Warming temperatures and dam construction in the Himalayas are worsening river erosion downstream in Bangladesh, displacing entire villages
“We had two hours in which to remove everything from the school – benches, blackboards, books, everything,” says Mohammad Abdus Salam. “The river broke the bank and the village is no more. Do you see that fishing boat in the distance? That’s where our village was.”
Two years after that catastrophe, the headmaster of Bahuka’s primary school remains a worried man. “Now we are here under a tin shed. The children are scattered, some families have gone elsewhere. We are a kilometre from the riverbank. But we don’t know how long we can run the school here. All we know is that the river will definitely break the bank here as well.”

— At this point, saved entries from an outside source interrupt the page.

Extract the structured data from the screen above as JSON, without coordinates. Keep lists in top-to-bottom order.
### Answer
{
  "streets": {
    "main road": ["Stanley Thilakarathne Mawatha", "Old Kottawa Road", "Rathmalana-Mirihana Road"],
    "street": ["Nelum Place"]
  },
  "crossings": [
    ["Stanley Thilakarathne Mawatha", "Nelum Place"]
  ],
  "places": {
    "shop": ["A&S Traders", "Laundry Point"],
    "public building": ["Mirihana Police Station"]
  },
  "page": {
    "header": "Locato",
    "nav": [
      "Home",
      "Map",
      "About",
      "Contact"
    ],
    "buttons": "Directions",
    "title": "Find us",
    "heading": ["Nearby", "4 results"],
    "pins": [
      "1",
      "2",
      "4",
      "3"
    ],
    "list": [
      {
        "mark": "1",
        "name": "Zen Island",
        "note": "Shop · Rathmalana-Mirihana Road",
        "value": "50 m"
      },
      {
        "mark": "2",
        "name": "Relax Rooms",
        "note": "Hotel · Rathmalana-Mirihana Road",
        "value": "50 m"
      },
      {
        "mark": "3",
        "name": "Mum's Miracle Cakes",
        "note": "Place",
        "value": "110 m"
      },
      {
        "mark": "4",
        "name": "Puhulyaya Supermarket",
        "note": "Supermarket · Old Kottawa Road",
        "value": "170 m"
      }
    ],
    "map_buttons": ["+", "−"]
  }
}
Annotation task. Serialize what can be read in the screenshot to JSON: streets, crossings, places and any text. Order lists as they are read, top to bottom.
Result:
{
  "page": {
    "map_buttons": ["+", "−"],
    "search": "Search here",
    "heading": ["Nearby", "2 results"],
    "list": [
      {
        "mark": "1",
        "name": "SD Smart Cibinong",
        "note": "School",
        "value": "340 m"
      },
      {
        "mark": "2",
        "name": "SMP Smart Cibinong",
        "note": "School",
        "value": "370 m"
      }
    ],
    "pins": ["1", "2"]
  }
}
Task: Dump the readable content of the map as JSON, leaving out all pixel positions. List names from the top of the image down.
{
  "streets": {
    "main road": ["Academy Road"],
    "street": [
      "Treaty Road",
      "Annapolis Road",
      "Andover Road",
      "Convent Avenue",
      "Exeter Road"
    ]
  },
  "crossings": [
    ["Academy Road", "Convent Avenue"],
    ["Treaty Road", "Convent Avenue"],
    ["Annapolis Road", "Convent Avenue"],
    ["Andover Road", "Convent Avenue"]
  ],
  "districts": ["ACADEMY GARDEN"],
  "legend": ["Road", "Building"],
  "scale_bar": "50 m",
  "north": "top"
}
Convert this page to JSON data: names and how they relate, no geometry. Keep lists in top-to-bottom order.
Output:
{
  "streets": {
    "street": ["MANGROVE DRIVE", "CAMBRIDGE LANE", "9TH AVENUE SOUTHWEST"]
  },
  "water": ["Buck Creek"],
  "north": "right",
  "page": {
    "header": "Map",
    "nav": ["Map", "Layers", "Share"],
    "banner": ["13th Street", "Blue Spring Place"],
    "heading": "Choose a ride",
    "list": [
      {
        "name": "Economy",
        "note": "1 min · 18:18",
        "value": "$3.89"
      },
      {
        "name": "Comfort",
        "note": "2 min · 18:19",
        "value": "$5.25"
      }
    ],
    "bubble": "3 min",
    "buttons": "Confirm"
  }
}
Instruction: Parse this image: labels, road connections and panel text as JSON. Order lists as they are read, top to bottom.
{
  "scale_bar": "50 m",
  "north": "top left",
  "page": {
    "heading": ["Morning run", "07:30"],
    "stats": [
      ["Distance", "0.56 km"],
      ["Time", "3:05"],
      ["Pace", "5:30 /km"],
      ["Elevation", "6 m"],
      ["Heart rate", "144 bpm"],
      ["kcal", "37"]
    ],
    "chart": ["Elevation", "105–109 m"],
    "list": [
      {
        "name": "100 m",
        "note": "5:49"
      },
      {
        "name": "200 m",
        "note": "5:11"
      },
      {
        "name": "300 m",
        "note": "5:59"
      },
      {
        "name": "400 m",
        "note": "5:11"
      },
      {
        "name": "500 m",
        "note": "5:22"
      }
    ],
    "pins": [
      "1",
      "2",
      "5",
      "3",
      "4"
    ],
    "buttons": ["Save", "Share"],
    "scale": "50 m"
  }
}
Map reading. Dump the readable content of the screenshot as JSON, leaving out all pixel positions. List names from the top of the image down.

The river is the Jamuna, formed by the confluence of the Teesta and the mighty Brahmaputra in northern Bangladesh. By the time it reaches Bahuka in Sirajganj district – about 150 kilometres north-west of the capital Dhaka – the many-braided river is already over seven kilometres wide. And it keeps cutting into the banks all the time.
Since 1968, the residents of Bahuka village have seen 10 embankments washed away. Now the eleventh is being built, and they are sure it will be washed away too. The Bangladesh government sanctioned a scheme worth 276 crore Taka (US$35.5 million) a year ago to build a cement embankment, says local council member Jael Hossein, but the work has not been started yet.
Half a kilometre downstream on the same right bank, South Korean experts are trying out a new form of embankment using synthetic materials, and it seems to be holding. But the pilot project does not extend up to Bahuka. The villagers look on enviously.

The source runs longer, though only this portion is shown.